Light in the gloom

December 16, 2023

How we long for Christmas cheer and comfort as the northern winter solstice approaches, and the nights get darker and longer!

For the news also seems to get gloomier and more depressing. This week has been a roller coaster of emotions. No peace is in sight in Palestine, the birthplace of Jesus, as the Hamas continue to hold 132 hostages taken in the violent attack of October 7. Civilian casualties mount and the Israeli army faces the devil’s dilemma of uprooting a deeply-embedded terrorist organisation financed by both Moscow and Brussels.

This week Vladimir Putin declared there will be no peace in Ukraine until he achieves his goals of total victory: ’denazification’, demilitarisation and total capitulation to his autocratic dictatorship. In face of Republican opposition, Joe Biden softened his promise this week to stand with Ukraine ‘for as long as it takes’ to ‘as long as we can’. The prospects of a second term for a former president, who says he believes Putin over his own intelligence agencies, incredibly does not seem to perturb many American supporters, including numerous Christians, yet sends shivers of horror through most European corridors of power.

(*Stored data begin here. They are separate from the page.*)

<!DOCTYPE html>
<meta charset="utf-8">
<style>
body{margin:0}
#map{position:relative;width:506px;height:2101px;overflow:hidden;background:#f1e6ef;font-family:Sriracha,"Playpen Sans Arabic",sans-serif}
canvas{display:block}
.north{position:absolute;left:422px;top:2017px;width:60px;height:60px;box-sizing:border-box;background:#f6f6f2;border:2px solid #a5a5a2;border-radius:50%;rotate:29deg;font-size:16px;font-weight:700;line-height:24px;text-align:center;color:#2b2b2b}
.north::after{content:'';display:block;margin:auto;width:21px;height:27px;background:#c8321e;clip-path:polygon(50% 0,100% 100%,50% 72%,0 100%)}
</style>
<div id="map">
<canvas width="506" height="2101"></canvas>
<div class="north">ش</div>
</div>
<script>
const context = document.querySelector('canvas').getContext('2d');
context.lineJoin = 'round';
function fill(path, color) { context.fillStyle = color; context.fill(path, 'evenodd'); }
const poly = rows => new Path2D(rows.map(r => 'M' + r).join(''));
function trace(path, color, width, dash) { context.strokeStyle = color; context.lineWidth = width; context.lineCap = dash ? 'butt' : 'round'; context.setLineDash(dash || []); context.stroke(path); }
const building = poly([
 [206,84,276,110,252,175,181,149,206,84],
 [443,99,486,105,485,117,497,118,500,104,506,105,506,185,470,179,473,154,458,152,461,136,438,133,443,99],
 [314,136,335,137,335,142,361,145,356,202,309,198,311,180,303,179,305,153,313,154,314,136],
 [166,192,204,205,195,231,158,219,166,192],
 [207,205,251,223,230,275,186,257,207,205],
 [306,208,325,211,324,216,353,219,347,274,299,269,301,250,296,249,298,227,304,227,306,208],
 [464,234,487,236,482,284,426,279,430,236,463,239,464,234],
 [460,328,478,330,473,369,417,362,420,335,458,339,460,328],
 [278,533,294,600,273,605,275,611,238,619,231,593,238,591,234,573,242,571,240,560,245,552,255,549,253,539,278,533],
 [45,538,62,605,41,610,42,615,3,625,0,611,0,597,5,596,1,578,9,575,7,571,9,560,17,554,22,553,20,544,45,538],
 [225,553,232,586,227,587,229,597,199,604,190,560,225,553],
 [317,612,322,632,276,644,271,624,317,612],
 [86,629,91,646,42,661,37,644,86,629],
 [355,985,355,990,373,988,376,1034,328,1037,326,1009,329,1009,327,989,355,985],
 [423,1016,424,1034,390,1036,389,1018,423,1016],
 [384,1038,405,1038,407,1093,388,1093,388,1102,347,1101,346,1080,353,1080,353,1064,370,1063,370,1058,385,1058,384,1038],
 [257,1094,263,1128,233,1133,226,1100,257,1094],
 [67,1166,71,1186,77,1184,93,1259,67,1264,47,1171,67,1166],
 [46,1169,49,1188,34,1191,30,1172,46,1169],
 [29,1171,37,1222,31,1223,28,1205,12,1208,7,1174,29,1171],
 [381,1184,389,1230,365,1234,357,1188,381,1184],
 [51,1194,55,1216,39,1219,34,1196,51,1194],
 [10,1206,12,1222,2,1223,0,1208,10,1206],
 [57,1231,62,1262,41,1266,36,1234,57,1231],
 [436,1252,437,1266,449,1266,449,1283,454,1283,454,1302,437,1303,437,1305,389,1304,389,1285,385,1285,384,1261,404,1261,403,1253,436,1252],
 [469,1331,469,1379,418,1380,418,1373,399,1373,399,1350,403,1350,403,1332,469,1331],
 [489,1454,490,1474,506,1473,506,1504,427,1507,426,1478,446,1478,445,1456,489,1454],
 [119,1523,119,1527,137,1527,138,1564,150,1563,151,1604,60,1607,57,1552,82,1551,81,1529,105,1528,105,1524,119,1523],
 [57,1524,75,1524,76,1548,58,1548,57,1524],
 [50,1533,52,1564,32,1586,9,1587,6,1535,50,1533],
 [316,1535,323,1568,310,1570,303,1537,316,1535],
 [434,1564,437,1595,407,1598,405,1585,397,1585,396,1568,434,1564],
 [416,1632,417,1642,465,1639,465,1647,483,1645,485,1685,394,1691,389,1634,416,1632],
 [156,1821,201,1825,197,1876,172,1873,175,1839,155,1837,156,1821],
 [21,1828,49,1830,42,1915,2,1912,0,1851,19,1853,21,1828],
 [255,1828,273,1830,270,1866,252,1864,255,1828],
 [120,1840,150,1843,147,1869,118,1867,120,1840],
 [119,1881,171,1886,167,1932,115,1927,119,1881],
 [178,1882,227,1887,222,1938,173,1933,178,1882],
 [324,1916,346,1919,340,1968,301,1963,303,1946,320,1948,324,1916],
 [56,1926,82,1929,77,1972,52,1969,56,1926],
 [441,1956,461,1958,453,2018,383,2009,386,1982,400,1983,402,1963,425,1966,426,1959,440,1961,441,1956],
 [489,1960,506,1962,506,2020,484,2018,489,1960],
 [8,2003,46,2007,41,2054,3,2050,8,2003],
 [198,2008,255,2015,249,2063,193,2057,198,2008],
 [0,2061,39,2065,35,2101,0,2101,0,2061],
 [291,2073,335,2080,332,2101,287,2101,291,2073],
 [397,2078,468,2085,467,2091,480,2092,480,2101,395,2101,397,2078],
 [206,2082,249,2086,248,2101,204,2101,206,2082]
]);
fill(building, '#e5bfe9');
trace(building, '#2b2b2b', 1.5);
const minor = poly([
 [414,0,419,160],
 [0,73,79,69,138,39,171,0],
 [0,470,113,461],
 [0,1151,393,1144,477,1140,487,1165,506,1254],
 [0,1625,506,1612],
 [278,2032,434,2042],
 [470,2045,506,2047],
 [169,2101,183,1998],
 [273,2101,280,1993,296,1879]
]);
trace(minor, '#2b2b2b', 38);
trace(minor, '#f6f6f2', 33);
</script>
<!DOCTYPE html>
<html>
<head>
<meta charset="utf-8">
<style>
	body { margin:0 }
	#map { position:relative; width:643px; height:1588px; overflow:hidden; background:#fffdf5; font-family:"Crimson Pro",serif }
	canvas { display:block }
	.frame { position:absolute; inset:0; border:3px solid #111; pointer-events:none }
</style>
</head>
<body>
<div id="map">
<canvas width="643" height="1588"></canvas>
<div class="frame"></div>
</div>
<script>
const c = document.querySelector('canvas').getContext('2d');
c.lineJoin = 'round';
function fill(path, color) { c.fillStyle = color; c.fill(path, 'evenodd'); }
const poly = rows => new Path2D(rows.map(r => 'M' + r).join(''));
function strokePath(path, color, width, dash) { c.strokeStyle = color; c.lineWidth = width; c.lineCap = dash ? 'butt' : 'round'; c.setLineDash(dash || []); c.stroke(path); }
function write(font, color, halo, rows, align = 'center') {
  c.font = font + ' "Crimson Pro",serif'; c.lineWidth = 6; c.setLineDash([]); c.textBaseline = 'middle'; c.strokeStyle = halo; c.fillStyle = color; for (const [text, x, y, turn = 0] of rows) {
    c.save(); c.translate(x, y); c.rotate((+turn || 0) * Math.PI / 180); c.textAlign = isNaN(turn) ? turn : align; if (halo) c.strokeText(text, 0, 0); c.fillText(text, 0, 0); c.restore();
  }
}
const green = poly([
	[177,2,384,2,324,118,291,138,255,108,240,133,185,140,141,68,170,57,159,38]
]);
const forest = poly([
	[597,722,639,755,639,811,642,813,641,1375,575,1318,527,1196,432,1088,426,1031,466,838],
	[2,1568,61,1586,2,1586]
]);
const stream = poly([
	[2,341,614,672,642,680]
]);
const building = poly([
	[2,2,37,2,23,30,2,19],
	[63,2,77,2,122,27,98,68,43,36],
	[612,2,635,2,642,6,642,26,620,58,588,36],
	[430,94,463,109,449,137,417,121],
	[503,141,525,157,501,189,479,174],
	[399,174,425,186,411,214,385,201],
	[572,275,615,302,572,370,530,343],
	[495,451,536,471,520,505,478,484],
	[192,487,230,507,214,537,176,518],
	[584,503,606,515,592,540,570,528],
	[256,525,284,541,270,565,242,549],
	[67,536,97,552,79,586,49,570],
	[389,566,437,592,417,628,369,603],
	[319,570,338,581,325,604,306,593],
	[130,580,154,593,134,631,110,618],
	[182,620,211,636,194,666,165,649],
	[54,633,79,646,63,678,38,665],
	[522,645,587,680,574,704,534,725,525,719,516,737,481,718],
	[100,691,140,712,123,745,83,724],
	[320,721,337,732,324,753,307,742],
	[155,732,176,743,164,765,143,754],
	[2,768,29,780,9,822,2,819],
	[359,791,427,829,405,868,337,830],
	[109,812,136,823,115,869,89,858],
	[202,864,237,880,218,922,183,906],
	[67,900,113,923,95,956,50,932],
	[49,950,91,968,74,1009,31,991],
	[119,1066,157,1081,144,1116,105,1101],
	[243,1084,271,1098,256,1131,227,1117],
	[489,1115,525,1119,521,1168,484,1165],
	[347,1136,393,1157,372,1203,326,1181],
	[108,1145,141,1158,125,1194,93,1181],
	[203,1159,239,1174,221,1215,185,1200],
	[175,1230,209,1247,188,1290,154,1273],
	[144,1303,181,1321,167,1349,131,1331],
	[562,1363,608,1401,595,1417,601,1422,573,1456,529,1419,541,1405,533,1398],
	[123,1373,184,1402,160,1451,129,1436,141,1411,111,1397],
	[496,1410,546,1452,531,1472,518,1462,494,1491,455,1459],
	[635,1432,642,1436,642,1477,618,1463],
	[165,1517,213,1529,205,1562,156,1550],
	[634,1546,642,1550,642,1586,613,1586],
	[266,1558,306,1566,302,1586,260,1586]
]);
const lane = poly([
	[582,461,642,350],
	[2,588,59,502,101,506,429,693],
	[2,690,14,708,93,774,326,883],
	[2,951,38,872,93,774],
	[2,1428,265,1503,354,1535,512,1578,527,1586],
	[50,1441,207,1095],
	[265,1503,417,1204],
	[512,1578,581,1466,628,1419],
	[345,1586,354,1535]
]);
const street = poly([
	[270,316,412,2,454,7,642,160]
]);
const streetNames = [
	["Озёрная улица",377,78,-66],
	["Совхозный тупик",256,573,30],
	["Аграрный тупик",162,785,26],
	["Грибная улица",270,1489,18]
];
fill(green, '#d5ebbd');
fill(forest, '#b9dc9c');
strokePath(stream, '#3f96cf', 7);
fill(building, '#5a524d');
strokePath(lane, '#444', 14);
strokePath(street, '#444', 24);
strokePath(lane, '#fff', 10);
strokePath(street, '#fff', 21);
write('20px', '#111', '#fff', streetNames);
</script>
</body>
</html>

Not through Viktor Orbán’s offices though, opposing Ukraine’s accession to the EU and the granting of much-needed EU financial support for that beseiged land. Nor through those of the new speaker of the Dutch parliament, extreme-rightist Martin Bosman, and his boss, Geert Wilders, whose party won the most seats in the recent Dutch elections. 


You don’t really want to read this news any more than I want to write about it. But we can’t hide from reality. Indifference and ignorance among the well-meaning is allowing those with dangerous ideas into positions of power. As Timothy Garton Ash wrote this week, Europe’s future is on the line. Will we choose for dictatorship or democracy?

I may not be optimistic about the near future, but I am hopeful. Despite the dark and gloom, there are points of light. 

For also this week there was good news. COP28 delivered a deal calling on all nations to transition away from using fossil fuels. Donald Tusk has returned to the prime minister’s office in Poland and aims to reverse the undermining effects on democracy of eight years of rightist rule by the Law & Justice party (PiS). And in Brussels, despite Orbán’s vocal opposition, the EU Council decided to open accession negotiations with Ukraine and Moldova.

Ultimately, however, our hope is not in our political or military leaders. The profound Christmas message of light in the midst of gloom is that the defenseless babe of Bethlehem was none other than God in the flesh, the creator and sovereign of all creation and all creatures. One day he will return to balance the books of history.

Unfortunately lost on the partying crowds, this is what the stars and candles and Christmas lights represent: the fulfilment of the prophetic words of Isaiah, Micah and others, even including the pagan seer Balaam. The people living in darkness would see a great light. The child would be called the Everlasting Father, Prince of Peace. The child would be born in Bethlehem. A star would come out of Jacob.… 

Points of light

The Dutch artist Rembrandt van Rijn was a master of the technique of chiaroscuro, contrasting light and darkness to tell the Christmas story. In his etched prints of nocturnal nativities, the light illuminating the darkness – moonlight, lamplight, candlelight, starlight – was a metaphor of the Light coming into the world to save, to restore, to heal and to redeem. Rembrandt devoted much of his career depicting the events of the Nativity in prints as well as in oils and pencil. One of the most innovative printmakers of all time, he experimented with techniques and materials to increase the intensity of the points of light in his night-time scenarios.

The Angel appearing to the Shepherds (1634) depicts the night being lit by a blaze of heavenly light as an angel tells the terrified shepherds not to fear for a baby had been born who was Christ the Lord.  

The source of light in The Adoration of the Shepherds: a night piece (c.1652) is the shepherds’ lamp, illuminating the gaze of the shepherds focused on the illuminated faces of Mary and Jesus (above).

Other nocturnal prints depict the Holy Family, tell of the flight to Egypt, and the Presentation in the Temple when Simeon thanks God for the coming of the Light to the Gentiles. 

Another, The star of the kings (c.1651), though not strictly a nativity scene, captures the celebration of Three Kings on the streets of Amsterdam when children would go carolling with a paper star-shaped lantern. 

Whenever we see a Christmas star these dark days, we can be encouraged that the Light of the Gentiles has indeed come, a light that shines in the darkness and cannot be put out (John 1:8). 

Rembrandt encourages us this Christmas to be hopeful, to be joyful, and not to be afraid, despite the darkness around us.